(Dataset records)
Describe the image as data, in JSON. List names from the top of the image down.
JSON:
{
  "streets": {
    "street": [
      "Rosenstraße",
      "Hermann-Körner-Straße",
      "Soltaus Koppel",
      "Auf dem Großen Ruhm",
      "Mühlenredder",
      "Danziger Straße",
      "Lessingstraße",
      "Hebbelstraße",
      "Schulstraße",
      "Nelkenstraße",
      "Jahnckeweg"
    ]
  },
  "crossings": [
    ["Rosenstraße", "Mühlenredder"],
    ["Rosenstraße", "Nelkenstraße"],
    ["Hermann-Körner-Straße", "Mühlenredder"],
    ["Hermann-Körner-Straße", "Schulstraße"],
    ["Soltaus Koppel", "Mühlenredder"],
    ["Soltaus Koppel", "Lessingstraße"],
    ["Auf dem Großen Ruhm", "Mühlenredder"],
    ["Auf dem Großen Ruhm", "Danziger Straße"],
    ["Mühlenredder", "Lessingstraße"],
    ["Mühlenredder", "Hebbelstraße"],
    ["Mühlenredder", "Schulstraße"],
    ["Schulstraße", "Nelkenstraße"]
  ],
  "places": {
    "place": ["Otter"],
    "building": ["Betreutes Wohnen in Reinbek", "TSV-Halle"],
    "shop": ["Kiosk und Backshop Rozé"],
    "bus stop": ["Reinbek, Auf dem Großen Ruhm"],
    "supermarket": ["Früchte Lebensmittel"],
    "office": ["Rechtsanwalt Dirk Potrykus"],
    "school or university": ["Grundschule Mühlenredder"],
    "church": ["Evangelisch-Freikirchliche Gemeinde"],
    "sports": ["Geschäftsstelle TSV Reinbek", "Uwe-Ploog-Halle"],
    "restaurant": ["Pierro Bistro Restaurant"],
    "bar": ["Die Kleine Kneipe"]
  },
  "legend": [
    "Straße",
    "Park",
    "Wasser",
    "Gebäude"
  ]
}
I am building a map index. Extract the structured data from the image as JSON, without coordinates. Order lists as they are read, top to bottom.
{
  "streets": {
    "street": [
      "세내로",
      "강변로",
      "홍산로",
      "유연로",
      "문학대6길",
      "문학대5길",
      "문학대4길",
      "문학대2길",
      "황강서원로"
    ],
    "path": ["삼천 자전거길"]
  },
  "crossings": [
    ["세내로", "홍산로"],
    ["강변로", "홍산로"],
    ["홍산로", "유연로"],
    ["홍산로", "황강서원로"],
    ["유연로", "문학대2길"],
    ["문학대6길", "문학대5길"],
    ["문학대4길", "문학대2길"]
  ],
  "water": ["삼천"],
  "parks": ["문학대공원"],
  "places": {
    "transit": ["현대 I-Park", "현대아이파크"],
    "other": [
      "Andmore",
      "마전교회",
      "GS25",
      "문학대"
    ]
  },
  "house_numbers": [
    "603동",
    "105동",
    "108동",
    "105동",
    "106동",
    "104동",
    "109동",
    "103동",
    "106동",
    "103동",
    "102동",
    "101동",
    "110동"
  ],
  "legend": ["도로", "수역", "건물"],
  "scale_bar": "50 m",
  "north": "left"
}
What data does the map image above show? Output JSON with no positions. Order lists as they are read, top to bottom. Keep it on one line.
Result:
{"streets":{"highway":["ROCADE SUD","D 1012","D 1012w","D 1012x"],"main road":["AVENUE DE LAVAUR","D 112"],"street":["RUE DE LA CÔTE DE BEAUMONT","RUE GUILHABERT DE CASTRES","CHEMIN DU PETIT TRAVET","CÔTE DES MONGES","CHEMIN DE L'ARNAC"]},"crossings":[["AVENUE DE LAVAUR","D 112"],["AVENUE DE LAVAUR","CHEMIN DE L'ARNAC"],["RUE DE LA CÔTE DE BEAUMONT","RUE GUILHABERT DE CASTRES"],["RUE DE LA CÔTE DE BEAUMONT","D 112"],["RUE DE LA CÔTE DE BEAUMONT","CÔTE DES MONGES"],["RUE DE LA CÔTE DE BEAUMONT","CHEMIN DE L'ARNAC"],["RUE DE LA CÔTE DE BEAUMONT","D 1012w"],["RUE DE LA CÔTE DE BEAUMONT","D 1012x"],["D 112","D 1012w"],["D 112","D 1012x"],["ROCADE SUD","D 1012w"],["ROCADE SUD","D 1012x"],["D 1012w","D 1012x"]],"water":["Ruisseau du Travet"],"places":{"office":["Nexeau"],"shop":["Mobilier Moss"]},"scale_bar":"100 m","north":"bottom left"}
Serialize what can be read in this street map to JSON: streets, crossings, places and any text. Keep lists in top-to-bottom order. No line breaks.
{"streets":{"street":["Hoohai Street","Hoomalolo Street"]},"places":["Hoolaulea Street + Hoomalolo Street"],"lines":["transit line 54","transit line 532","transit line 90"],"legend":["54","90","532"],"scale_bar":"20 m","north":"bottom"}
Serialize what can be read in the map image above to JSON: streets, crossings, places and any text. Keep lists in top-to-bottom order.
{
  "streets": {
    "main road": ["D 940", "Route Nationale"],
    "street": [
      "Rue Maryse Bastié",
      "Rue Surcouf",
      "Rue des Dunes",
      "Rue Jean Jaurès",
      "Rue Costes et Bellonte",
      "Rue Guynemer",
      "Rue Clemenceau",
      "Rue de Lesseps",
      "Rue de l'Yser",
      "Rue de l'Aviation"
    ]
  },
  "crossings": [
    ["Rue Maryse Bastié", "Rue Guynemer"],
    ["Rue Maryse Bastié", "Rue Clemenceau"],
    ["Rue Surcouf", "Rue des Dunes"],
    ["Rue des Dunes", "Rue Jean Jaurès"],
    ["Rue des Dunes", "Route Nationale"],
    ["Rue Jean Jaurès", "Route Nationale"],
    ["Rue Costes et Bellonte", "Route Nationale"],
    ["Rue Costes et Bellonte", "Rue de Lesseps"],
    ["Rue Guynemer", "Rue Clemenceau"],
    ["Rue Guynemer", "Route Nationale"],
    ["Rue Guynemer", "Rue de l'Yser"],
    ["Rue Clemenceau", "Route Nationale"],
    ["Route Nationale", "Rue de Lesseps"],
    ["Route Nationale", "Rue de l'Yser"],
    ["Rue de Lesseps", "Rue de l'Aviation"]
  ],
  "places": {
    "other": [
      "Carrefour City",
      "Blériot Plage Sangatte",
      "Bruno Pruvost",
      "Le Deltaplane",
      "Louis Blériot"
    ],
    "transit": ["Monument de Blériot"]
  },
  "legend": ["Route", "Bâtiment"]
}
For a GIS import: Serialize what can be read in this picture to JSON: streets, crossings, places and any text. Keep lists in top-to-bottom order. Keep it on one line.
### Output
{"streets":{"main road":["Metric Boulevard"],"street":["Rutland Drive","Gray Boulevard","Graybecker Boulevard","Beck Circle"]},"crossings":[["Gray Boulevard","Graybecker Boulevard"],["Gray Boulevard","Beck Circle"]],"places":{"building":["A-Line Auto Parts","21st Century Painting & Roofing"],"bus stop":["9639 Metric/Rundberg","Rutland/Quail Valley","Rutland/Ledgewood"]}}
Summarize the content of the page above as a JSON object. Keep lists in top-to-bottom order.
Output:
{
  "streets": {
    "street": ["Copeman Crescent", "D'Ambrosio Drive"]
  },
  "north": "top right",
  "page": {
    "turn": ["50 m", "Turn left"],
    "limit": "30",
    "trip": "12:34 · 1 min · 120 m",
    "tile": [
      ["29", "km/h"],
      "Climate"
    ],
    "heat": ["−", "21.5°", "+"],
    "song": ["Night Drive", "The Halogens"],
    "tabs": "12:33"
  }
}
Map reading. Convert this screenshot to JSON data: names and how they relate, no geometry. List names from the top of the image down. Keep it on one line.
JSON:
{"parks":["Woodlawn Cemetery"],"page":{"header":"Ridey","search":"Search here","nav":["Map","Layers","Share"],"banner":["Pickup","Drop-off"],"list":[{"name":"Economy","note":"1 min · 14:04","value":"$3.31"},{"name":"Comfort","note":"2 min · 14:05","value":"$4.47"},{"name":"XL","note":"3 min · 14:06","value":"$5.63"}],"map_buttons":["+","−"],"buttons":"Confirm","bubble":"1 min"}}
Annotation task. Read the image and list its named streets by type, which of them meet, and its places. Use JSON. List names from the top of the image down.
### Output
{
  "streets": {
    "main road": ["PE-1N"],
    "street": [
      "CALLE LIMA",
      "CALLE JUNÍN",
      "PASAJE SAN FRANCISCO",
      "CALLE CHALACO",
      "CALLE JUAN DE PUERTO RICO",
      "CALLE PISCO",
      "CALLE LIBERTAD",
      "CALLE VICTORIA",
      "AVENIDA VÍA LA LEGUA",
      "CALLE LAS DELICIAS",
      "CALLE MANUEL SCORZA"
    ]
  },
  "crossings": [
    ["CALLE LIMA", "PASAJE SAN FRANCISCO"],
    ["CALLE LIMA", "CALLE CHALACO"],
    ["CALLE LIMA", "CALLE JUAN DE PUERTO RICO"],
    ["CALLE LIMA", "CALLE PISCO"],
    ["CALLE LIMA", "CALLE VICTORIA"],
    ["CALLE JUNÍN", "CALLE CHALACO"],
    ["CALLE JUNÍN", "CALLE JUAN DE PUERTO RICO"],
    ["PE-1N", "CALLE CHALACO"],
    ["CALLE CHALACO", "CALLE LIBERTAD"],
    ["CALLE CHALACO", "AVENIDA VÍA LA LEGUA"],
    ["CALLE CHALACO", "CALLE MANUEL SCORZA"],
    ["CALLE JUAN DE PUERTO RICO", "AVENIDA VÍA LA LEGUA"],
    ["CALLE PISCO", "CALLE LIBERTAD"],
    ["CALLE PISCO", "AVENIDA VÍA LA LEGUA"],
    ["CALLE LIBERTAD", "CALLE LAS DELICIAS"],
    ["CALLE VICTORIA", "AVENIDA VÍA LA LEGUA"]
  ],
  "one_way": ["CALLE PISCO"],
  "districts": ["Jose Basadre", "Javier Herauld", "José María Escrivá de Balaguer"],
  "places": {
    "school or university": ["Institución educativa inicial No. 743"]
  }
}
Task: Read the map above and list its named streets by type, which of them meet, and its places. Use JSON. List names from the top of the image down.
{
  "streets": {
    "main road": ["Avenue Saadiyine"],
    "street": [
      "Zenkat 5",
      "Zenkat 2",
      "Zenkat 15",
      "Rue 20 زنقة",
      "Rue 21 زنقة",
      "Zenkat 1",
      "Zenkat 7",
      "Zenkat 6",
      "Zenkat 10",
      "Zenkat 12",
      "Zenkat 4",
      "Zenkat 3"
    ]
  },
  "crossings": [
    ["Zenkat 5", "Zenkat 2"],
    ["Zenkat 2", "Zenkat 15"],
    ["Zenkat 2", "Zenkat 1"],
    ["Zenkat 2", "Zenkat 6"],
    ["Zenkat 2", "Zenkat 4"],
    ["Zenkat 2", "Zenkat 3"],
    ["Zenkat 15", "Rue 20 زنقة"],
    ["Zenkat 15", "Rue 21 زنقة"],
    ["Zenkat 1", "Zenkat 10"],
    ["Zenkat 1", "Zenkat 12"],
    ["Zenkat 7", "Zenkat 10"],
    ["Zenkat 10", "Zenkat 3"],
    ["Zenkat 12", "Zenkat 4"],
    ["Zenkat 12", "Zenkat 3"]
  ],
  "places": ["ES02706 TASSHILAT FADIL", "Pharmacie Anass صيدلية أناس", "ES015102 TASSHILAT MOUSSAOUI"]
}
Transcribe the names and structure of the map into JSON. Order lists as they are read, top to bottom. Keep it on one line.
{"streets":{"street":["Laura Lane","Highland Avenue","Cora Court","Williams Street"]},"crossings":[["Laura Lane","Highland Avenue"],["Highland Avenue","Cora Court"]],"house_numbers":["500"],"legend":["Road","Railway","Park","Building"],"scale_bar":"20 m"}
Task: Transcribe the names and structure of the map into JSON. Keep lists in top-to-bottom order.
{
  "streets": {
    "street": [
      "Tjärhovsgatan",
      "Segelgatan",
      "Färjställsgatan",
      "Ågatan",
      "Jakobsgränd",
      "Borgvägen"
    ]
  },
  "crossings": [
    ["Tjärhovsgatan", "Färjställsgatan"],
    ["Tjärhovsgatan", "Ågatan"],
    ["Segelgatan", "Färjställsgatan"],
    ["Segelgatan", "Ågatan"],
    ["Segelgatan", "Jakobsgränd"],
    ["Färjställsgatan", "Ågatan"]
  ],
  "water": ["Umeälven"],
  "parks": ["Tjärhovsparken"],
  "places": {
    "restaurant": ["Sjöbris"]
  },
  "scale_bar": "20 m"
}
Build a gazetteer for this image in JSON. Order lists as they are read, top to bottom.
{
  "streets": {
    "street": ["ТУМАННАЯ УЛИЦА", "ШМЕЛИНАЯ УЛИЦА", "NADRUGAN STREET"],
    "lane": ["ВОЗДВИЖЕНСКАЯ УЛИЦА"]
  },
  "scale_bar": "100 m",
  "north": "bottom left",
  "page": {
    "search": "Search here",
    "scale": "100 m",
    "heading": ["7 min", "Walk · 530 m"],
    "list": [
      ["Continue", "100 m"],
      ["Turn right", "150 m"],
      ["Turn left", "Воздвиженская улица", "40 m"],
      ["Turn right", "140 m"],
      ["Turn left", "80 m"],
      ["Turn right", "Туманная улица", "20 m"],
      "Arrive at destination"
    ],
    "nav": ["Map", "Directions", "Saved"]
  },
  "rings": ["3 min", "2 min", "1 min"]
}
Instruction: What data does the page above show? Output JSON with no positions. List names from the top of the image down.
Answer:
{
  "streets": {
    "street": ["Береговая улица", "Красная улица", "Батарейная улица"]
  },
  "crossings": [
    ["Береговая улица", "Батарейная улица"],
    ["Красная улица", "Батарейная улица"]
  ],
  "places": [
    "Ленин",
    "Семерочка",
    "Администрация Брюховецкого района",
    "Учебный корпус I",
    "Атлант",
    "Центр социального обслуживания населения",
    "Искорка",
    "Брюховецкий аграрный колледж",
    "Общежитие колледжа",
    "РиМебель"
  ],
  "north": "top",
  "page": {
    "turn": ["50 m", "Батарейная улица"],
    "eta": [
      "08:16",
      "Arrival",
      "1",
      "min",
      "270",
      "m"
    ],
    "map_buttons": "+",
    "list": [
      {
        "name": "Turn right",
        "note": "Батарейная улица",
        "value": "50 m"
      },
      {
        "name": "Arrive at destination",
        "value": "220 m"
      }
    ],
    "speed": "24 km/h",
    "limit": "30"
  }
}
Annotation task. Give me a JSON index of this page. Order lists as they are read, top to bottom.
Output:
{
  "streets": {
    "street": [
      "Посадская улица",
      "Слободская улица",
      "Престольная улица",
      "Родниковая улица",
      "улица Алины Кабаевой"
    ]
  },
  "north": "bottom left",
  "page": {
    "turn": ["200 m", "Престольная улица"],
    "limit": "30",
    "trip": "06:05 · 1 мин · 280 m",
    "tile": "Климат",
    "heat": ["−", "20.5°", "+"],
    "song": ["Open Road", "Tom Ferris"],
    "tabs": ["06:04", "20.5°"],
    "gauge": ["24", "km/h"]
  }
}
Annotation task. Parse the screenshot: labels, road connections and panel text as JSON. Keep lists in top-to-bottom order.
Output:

## What you are asked to do
Filter the lines above so that only those with the string "screenshot" remain, then copy them.

## Response area
Map reading. Convert this screenshot to JSON data: names and how they relate, no geometry. List names from the top of the image down. Keep it on one line.
Annotation task. Parse the screenshot: labels, road connections and panel text as JSON. Keep lists in top-to-bottom order.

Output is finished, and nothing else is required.